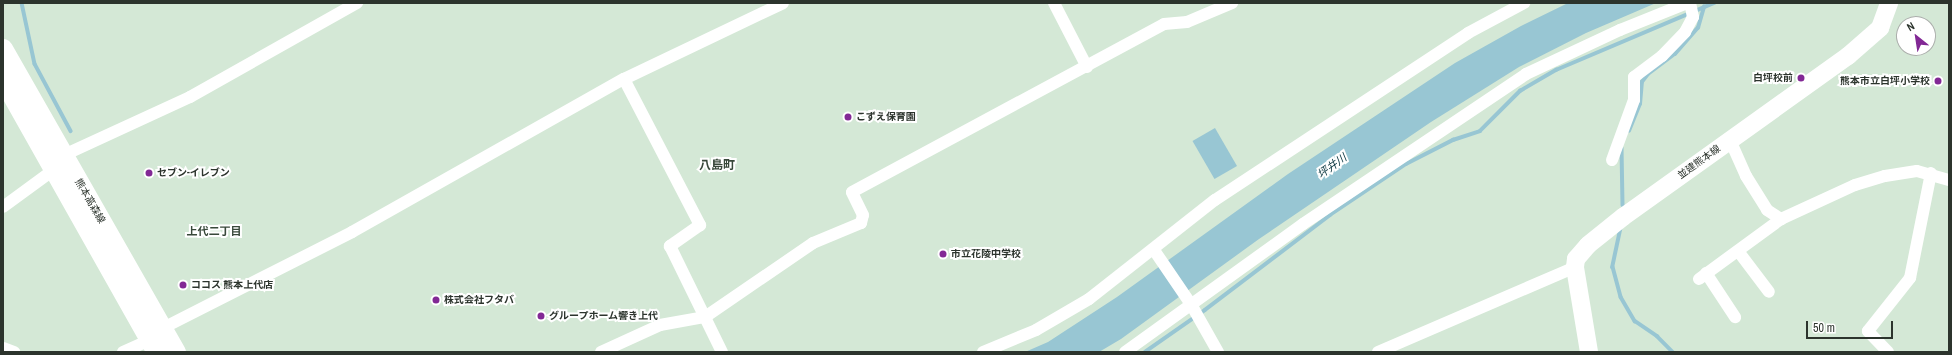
<!DOCTYPE html>
<html>
<head>
<meta charset="utf-8">
<style>
	body { margin:0 }
	#map { position:relative; width:1952px; height:355px; overflow:hidden; background:#d4e8d6; font-family:"Archivo Narrow","Noto Sans JP",sans-serif }
	div>[style] { position:absolute }
	.water>* { inset:0; background:#98c6d3; transform-origin:0 0 }
	.stream>* { height:3.5px; margin:-1.75px; padding:0 1.75px; transform-origin:1.75px; border-radius:1.75px; background:#98c6d3 }
	.street>* { height:12px; margin:-6px; padding:0 6px; transform-origin:6px; border-radius:6px; background:#fff }
	.secondary>* { height:18px; margin:-9px; padding:0 9px; transform-origin:9px; border-radius:9px; background:#fff }
	.primary>* { height:20px; margin:-10px; padding:0 10px; transform-origin:10px; border-radius:10px; background:#fff }
	.dots>* { width:11px; height:11px; translate:-50% -50%; box-sizing:border-box; border:2px solid #fff; border-radius:50% }
	span { translate:-50% -50%; white-space:nowrap; text-align:center; line-height:1.15; -webkit-text-stroke:4px #fff; paint-order:stroke }
	.poi-label { font-size:10px; color:#2c342d; font-weight:700 }
	.right { translate:-100% -50%; text-align:right }
	.left { translate:0 -50%; text-align:left }
	.street-label { font-size:10px; color:#2c342d }
	.water-label { font-size:11px; color:#08343e; font-style:italic }
	.neighbourhood-label { font-size:11px; color:#38483a; font-weight:700 }
	.quarter-label { font-size:12px; color:#38483a; font-weight:700 }
	.frame { position:absolute; inset:0; border:4px solid #2c342d; pointer-events:none }
	.north { position:absolute; left:1896px; top:16px; width:40px; height:40px; box-sizing:border-box; background:#fff; border:1px solid #abaeab; border-radius:50%; rotate:330deg; font-size:11px; font-weight:700; line-height:16px; text-align:center; color:#2c342d }
	.north::after { content:''; display:block; margin:auto; width:14px; height:18px; background:#822895; clip-path:polygon(50% 0,100% 100%,50% 72%,0 100%) }
	.scale { position:absolute; left:1806px; top:321px; width:87px; height:18px; box-sizing:border-box; border:2px solid #2c342d; border-top:0; padding-left:5px; font-size:12px; line-height:14px; white-space:nowrap; color:#2c342d; -webkit-text-stroke:3px #fff; paint-order:stroke }
</style>
</head>
<body>
<div id="map">
	<div class="water">
		<div style="clip-path:polygon(1568px 3px,1656px 3px,1586px 33px,1519px 67px,1431px 122px,1259px 239px,1121px 339px,1099px 352px,1025px 352px,1048px 342px,1117px 297px,1288px 174px,1455px 63px,1521px 26px)"></div>
		<div style="left:1215px;top:128px;width:44px;height:26px;rotate:60deg"></div>
	</div>
	<div class="stream">
		<div style="left:22px;top:3px;width:62px;rotate:78deg"></div>
		<div style="left:35px;top:64px;width:76px;rotate:61.8deg"></div>
		<div style="left:1629px;top:131px;width:29px;rotate:-68deg"></div>
		<div style="left:1640px;top:104px;width:22px;rotate:-85deg"></div>
		<div style="left:1642px;top:82px;width:10px;rotate:-53deg"></div>
		<div style="left:1648px;top:74px;width:34px;rotate:-37deg"></div>
		<div style="left:1675px;top:54px;width:35px;rotate:-49deg"></div>
		<div style="left:1698px;top:28px;width:22px;rotate:-74deg"></div>
		<div style="left:1622px;top:148px;width:57px;rotate:89deg"></div>
		<div style="left:1621px;top:228px;width:40px;rotate:102deg"></div>
		<div style="left:1613px;top:267px;width:31px;rotate:75deg"></div>
		<div style="left:1621px;top:297px;width:28px;rotate:60deg"></div>
		<div style="left:1635px;top:321px;width:27px;rotate:34deg"></div>
		<div style="left:1657px;top:336px;width:23px;rotate:45deg"></div>
		<div style="left:1145px;top:352px;width:73px;rotate:-35deg"></div>
		<div style="left:1205px;top:310px;width:157px;rotate:-37.2deg"></div>
		<div style="left:1330px;top:215px;width:92px;rotate:-33.9deg"></div>
		<div style="left:1406px;top:164px;width:53px;rotate:-27.1deg"></div>
		<div style="left:1453px;top:140px;width:28px;rotate:-18deg"></div>
		<div style="left:1480px;top:131px;width:57px;rotate:-45deg"></div>
		<div style="left:1520px;top:91px;width:42px;rotate:-30.3deg"></div>
		<div style="left:1556px;top:70px;width:172px;rotate:-23deg"></div>
	</div>
	<div class="street">
		<div style="left:1054px;top:3px;width:72px;rotate:62.7deg"></div>
		<div style="left:624px;top:79px;width:165px;rotate:62.5deg"></div>
		<div style="left:700px;top:225px;width:37px;rotate:145deg"></div>
		<div style="left:670px;top:246px;width:118px;rotate:63.9deg"></div>
		<div style="left:1730px;top:140px;width:39px;rotate:66deg"></div>
		<div style="left:1746px;top:176px;width:40px;rotate:58deg"></div>
		<div style="left:1767px;top:210px;width:17px;rotate:33deg"></div>
		<div style="left:1781px;top:219px;width:81px;rotate:-24.7deg"></div>
		<div style="left:1855px;top:185px;width:31px;rotate:-17deg"></div>
		<div style="left:1885px;top:176px;width:32px;rotate:-9deg"></div>
		<div style="left:1917px;top:171px;width:33px;rotate:16deg"></div>
		<div style="left:1612px;top:160px;width:64px;rotate:-69.9deg"></div>
		<div style="left:1634px;top:100px;width:23px;rotate:-90deg"></div>
		<div style="left:1634px;top:77px;width:35px;rotate:-37deg"></div>
		<div style="left:1662px;top:56px;width:33px;rotate:-46deg"></div>
		<div style="left:1685px;top:32px;width:17px;rotate:-62deg"></div>
		<div style="left:1693px;top:17px;width:14px;rotate:-102deg"></div>
		<div style="left:3px;top:207px;width:64px;rotate:-36.2deg"></div>
		<div style="left:55px;top:169px;width:17px;rotate:-57deg"></div>
		<div style="left:64px;top:155px;width:139px;rotate:-24.7deg"></div>
		<div style="left:190px;top:97px;width:192px;rotate:-29.4deg"></div>
		<div style="left:1154px;top:250px;width:68px;rotate:55.8deg"></div>
		<div style="left:1192px;top:306px;width:53px;rotate:60.5deg"></div>
		<div style="left:1738px;top:251px;width:51px;rotate:52.9deg"></div>
		<div style="left:1706px;top:273px;width:53px;rotate:56.6deg"></div>
		<div style="left:1699px;top:279px;width:102px;rotate:-36.2deg"></div>
		<div style="left:3px;top:348px;width:12px;rotate:20deg"></div>
		<div style="left:123px;top:352px;width:30px;rotate:-24deg"></div>
		<div style="left:150px;top:340px;width:18px;rotate:-43deg"></div>
		<div style="left:163px;top:328px;width:212px;rotate:-26.9deg"></div>
		<div style="left:352px;top:232px;width:312px;rotate:-29.4deg"></div>
		<div style="left:624px;top:79px;width:176px;rotate:-25.5deg"></div>
		<div style="left:601px;top:352px;width:65px;rotate:-24.6deg"></div>
		<div style="left:660px;top:325px;width:46px;rotate:-10.1deg"></div>
		<div style="left:705px;top:317px;width:131px;rotate:-34.4deg"></div>
		<div style="left:813px;top:243px;width:52px;rotate:-22.6deg"></div>
		<div style="left:861px;top:223px;width:8px;rotate:-76deg"></div>
		<div style="left:863px;top:215px;width:25px;rotate:-116deg"></div>
		<div style="left:852px;top:192px;width:354px;rotate:-28.3deg"></div>
		<div style="left:1164px;top:24px;width:23px;rotate:-5deg"></div>
		<div style="left:1187px;top:22px;width:49px;rotate:-22.9deg"></div>
		<div style="left:983px;top:352px;width:57px;rotate:-22.5deg"></div>
		<div style="left:1036px;top:330px;width:61px;rotate:-30.3deg"></div>
		<div style="left:1089px;top:299px;width:160px;rotate:-38.2deg"></div>
		<div style="left:1215px;top:200px;width:303px;rotate:-33.4deg"></div>
		<div style="left:1468px;top:33px;width:64px;rotate:-28.2deg"></div>
		<div style="left:1125px;top:352px;width:219px;rotate:-35.7deg"></div>
		<div style="left:1303px;top:224px;width:269px;rotate:-33.9deg"></div>
		<div style="left:1526px;top:74px;width:104px;rotate:-25.1deg"></div>
		<div style="left:1620px;top:30px;width:72px;rotate:-21.9deg"></div>
		<div style="left:1378px;top:352px;width:215px;rotate:-23.3deg"></div>
		<div style="left:1888px;top:352px;width:29px;rotate:-134deg"></div>
		<div style="left:1868px;top:331px;width:68px;rotate:-51.6deg"></div>
		<div style="left:1910px;top:278px;width:107px;rotate:-78.7deg"></div>
	</div>
	<div class="secondary">
		<div style="left:1589px;top:352px;width:86px;rotate:-99.4deg"></div>
		<div style="left:1575px;top:267px;width:8px;rotate:-83deg"></div>
		<div style="left:1576px;top:259px;width:18px;rotate:-49deg"></div>
		<div style="left:1588px;top:245px;width:45px;rotate:-38.7deg"></div>
		<div style="left:1623px;top:217px;width:277px;rotate:-35.6deg"></div>
		<div style="left:1848px;top:56px;width:43px;rotate:-41.2deg"></div>
		<div style="left:1880px;top:28px;width:27px;rotate:-70deg"></div>
	</div>
	<div class="primary">
		<div style="left:3px;top:49px;width:349px;rotate:60.3deg"></div>
		<div style="left:3px;top:79px;width:313px;rotate:60.6deg"></div>
	</div>
	<div class="dots">
		<div style="left:1801px;top:78px;background:#822895"></div>
		<div style="left:1938px;top:81px;background:#822895"></div>
		<div style="left:848px;top:117px;background:#822895"></div>
		<div style="left:149px;top:173px;background:#822895"></div>
		<div style="left:943px;top:254px;background:#822895"></div>
		<div style="left:183px;top:285px;background:#822895"></div>
		<div style="left:436px;top:300px;background:#822895"></div>
		<div style="left:541px;top:316px;background:#822895"></div>
	</div>
	<div class="poi-label">
		<span class="right" style="left:1793px;top:78px">白坪校前</span>
		<span class="right" style="left:1930px;top:81px">熊本市立白坪小学校</span>
		<span class="left" style="left:856px;top:117px">こずえ保育園</span>
		<span class="left" style="left:157px;top:173px">セブン-イレブン</span>
		<span class="left" style="left:951px;top:254px">市立花陵中学校</span>
		<span class="left" style="left:191px;top:285px">ココス 熊本上代店</span>
		<span class="left" style="left:444px;top:300px">株式会社フタバ</span>
		<span class="left" style="left:549px;top:316px">グループホーム響き上代</span>
	</div>
	<div class="street-label">
		<span style="left:1699px;top:162px;rotate:-36deg">並建熊本線</span>
		<span style="left:90px;top:201px;rotate:60deg">熊本高森線</span>
	</div>
	<div class="water-label">
		<span style="left:1332px;top:166px;rotate:-36deg">坪井川</span>
	</div>
	<div class="neighbourhood-label">
		<span style="left:214px;top:231px">上代二丁目</span>
	</div>
	<div class="quarter-label">
		<span style="left:717px;top:166px">八島町</span>
	</div>
	<div class="frame"></div>
	<div class="north">N</div>
	<div class="scale">50 m</div>
</div>
</body>
</html>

------------

#### [Task details]
Return only the lines running from the start of the entries above to the line that contains "height:18px; margin:-9px; padding:0", inclusive, and omit every picture.

#### [Task output]
<!DOCTYPE html>
<html>
<head>
<meta charset="utf-8">
<style>
	body { margin:0 }
	#map { position:relative; width:1952px; height:355px; overflow:hidden; background:#d4e8d6; font-family:"Archivo Narrow","Noto Sans JP",sans-serif }
	div>[style] { position:absolute }
	.water>* { inset:0; background:#98c6d3; transform-origin:0 0 }
	.stream>* { height:3.5px; margin:-1.75px; padding:0 1.75px; transform-origin:1.75px; border-radius:1.75px; background:#98c6d3 }
	.street>* { height:12px; margin:-6px; padding:0 6px; transform-origin:6px; border-radius:6px; background:#fff }
	.secondary>* { height:18px; margin:-9px; padding:0 9px; transform-origin:9px; border-radius:9px; background:#fff }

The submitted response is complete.